• What the task requires: Copy each line of the entries that contains the word "roads".

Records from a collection
------------------------------
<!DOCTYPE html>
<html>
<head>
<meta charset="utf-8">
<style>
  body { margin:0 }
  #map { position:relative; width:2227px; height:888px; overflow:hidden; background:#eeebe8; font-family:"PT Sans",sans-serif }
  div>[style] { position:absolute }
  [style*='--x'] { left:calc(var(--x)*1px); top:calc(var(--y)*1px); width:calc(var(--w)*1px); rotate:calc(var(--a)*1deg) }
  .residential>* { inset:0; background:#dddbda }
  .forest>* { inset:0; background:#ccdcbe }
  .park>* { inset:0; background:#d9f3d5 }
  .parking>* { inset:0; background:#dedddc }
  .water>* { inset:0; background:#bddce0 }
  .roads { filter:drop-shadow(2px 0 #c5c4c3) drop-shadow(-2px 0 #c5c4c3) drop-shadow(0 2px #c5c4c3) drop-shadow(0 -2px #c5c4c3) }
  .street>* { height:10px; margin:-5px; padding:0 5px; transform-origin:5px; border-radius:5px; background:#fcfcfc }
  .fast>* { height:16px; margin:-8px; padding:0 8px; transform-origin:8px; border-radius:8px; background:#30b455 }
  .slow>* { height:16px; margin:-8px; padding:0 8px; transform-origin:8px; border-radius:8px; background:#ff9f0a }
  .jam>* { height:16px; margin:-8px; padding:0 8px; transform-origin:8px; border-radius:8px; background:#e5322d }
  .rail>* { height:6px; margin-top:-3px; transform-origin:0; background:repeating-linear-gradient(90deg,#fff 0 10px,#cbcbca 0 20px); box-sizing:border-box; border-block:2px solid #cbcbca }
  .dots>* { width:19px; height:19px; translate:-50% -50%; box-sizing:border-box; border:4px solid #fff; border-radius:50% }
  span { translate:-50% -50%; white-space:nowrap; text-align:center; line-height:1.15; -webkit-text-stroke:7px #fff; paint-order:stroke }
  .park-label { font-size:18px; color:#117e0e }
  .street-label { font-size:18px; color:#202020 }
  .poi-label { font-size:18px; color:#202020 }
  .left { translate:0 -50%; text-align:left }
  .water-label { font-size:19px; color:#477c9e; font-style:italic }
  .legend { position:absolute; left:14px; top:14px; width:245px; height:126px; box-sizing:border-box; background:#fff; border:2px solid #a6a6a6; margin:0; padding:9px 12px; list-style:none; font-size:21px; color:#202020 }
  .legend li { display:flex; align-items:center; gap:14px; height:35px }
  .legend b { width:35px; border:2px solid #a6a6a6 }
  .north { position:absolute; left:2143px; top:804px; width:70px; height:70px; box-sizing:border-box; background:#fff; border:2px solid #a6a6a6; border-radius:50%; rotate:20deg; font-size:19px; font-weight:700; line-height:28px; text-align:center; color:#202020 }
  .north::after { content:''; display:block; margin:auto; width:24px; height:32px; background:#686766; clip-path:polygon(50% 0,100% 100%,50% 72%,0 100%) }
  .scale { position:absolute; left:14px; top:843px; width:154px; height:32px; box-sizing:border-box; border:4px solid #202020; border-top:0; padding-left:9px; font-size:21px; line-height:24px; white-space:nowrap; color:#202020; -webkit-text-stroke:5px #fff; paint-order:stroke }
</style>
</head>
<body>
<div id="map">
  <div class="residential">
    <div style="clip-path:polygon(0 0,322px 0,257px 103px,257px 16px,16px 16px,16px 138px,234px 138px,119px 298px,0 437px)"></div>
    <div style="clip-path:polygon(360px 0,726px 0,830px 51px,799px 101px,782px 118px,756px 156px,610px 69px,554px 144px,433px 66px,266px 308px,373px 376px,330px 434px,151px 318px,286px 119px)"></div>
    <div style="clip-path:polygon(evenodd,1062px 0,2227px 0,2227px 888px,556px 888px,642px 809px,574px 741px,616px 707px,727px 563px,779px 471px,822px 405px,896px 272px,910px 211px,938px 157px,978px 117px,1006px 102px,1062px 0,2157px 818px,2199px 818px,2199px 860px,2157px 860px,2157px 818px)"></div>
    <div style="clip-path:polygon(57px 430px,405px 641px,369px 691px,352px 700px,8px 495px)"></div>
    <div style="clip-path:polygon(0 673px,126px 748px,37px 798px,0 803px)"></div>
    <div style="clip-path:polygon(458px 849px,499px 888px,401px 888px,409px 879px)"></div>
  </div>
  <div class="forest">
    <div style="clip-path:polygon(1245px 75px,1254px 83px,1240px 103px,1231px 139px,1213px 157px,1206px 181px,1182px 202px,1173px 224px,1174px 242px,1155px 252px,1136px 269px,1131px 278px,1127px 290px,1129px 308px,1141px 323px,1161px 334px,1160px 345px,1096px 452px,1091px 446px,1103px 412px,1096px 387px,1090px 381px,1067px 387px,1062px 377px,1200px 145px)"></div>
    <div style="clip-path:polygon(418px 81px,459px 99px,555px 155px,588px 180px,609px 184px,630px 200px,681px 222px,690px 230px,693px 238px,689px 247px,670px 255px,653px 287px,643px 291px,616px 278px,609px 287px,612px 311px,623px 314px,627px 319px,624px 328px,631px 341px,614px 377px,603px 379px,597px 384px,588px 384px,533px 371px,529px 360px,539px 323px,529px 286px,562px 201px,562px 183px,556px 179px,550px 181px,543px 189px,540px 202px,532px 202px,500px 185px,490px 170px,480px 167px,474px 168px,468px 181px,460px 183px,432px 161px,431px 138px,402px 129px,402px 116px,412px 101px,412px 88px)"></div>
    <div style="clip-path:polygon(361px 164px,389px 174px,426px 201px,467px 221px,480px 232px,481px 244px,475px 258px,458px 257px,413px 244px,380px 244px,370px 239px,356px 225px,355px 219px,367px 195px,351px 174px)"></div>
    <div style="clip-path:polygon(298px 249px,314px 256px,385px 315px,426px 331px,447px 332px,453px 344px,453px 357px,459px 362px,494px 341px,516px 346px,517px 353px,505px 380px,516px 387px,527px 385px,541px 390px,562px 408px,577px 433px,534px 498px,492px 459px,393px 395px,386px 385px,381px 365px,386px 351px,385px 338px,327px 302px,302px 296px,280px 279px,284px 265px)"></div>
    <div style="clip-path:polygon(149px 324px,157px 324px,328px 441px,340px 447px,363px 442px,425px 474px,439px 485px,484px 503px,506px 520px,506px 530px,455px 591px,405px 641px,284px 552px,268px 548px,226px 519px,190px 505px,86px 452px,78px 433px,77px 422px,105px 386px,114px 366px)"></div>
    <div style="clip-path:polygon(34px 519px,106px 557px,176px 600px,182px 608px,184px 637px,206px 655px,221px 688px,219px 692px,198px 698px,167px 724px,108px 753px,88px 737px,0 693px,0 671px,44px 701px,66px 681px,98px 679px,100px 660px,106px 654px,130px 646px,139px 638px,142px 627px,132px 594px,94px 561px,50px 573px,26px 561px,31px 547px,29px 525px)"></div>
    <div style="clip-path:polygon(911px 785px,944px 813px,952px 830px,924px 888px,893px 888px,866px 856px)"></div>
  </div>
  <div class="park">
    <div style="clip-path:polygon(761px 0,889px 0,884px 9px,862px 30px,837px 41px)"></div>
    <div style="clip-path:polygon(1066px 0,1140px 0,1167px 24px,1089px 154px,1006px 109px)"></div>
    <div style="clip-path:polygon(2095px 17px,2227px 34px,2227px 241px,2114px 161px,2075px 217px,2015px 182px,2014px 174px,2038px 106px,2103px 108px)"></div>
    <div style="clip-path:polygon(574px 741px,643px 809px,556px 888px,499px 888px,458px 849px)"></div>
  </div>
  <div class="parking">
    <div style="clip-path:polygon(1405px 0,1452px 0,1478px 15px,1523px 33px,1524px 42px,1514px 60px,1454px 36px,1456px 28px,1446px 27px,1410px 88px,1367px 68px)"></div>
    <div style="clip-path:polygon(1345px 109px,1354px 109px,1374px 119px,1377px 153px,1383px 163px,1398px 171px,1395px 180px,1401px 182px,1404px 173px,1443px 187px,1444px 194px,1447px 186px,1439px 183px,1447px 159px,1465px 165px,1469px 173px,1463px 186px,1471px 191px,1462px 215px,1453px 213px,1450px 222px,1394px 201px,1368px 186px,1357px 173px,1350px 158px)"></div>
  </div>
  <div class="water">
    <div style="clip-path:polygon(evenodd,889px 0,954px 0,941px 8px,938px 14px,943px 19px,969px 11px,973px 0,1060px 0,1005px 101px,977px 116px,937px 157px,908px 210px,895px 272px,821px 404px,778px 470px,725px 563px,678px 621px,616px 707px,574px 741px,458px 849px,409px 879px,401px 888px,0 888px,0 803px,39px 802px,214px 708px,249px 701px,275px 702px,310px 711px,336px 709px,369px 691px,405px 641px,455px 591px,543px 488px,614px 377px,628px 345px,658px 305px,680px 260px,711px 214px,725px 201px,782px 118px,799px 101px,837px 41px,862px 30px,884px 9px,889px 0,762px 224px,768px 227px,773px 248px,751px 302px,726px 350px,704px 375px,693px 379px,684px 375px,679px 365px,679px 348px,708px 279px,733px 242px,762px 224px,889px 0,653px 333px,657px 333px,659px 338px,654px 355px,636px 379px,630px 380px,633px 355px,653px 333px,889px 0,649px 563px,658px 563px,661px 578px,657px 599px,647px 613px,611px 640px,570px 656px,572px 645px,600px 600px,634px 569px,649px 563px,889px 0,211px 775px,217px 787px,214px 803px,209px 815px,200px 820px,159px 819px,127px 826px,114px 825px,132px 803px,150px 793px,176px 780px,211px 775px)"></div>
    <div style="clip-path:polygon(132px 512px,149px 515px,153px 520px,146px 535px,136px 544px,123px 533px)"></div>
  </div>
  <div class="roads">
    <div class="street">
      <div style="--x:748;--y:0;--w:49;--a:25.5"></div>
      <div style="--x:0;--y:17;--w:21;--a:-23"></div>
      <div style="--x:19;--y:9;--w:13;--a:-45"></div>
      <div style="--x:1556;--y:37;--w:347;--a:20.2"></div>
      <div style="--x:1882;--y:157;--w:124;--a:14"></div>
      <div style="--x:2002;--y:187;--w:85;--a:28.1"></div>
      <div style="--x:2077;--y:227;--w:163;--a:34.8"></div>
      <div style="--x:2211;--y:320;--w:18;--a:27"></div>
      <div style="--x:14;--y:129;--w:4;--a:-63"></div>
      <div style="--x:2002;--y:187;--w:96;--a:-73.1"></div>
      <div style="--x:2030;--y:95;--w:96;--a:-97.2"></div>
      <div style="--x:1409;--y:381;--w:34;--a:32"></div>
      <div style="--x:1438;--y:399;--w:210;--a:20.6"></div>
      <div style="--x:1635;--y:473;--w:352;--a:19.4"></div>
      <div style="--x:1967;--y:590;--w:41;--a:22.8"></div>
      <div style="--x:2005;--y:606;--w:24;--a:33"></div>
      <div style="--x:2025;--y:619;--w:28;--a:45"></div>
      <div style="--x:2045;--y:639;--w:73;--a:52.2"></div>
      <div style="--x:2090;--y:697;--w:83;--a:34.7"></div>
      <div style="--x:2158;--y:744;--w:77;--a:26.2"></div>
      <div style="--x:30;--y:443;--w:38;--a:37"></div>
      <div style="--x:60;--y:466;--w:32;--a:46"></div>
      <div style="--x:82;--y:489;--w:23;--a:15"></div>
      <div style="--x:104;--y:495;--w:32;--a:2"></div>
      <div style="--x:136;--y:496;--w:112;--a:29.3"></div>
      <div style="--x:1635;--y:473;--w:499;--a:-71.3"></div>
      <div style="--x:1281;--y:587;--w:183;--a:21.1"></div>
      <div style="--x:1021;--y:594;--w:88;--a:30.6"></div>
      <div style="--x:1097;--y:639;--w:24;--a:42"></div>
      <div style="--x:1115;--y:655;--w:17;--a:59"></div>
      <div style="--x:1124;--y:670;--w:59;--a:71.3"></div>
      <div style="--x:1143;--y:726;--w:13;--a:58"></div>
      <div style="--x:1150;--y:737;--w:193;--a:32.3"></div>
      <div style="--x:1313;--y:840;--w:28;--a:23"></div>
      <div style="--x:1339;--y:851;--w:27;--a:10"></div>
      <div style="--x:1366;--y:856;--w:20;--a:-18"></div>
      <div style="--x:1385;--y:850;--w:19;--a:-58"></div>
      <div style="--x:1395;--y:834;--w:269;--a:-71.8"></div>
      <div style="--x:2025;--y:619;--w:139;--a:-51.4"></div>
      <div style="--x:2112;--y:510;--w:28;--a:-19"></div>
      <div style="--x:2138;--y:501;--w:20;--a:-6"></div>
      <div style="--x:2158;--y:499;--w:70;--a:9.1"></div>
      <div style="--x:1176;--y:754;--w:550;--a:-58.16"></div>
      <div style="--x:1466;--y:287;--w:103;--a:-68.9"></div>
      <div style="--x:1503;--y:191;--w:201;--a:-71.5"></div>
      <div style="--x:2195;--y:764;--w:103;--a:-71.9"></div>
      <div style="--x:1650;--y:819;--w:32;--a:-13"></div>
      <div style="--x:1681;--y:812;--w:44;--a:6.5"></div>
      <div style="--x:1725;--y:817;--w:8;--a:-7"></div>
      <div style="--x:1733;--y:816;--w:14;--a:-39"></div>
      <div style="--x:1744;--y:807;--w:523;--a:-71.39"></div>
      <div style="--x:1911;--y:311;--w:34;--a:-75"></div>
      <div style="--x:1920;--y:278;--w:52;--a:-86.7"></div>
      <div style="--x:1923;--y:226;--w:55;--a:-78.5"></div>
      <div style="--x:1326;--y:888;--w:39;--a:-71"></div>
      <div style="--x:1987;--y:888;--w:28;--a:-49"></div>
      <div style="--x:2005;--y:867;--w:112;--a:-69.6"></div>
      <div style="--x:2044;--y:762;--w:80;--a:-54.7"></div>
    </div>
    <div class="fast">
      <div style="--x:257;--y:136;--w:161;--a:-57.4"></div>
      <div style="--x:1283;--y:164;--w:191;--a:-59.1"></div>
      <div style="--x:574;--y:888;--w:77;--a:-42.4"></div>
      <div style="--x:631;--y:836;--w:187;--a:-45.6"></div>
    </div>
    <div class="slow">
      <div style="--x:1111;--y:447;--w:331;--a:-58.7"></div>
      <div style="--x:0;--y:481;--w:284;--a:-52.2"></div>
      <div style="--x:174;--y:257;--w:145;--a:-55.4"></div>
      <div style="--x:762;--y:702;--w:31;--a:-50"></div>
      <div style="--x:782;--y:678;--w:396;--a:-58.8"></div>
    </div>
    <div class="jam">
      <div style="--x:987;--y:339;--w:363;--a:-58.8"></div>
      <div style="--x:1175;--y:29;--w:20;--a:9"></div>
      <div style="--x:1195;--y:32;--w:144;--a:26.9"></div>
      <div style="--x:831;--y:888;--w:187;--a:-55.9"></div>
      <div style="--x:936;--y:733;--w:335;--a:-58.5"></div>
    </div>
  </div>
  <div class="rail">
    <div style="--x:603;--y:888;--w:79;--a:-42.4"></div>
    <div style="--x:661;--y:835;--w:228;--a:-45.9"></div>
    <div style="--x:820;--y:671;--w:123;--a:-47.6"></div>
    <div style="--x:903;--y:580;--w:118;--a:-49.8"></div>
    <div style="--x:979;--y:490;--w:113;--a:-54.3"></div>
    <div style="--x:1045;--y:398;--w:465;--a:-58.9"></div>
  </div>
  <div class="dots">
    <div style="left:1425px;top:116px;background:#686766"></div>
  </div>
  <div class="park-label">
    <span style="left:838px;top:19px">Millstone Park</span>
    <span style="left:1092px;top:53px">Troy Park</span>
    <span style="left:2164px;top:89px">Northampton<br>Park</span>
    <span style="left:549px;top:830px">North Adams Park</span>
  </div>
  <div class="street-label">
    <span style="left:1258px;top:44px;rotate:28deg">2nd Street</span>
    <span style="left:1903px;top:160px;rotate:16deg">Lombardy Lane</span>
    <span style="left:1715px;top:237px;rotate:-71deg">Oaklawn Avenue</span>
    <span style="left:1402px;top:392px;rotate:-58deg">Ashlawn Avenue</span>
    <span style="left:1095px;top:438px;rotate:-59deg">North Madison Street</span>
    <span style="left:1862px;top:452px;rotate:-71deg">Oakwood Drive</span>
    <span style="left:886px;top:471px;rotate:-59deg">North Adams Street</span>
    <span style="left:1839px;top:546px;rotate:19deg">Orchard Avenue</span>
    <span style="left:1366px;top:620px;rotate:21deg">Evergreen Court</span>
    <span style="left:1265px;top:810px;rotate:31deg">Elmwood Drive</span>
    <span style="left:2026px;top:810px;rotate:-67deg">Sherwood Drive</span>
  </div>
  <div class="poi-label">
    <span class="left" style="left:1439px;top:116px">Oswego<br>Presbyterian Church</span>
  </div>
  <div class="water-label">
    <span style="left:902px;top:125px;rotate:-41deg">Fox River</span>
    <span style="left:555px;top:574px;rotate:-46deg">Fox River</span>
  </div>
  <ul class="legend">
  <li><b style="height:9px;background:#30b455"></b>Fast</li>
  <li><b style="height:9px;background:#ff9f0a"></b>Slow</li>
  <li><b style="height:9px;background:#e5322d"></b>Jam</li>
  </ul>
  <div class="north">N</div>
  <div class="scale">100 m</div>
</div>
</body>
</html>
------------------------------
• Solution for this problem:
  .roads { filter:drop-shadow(2px 0 #c5c4c3) drop-shadow(-2px 0 #c5c4c3) drop-shadow(0 2px #c5c4c3) drop-shadow(0 -2px #c5c4c3) }
  <div class="roads">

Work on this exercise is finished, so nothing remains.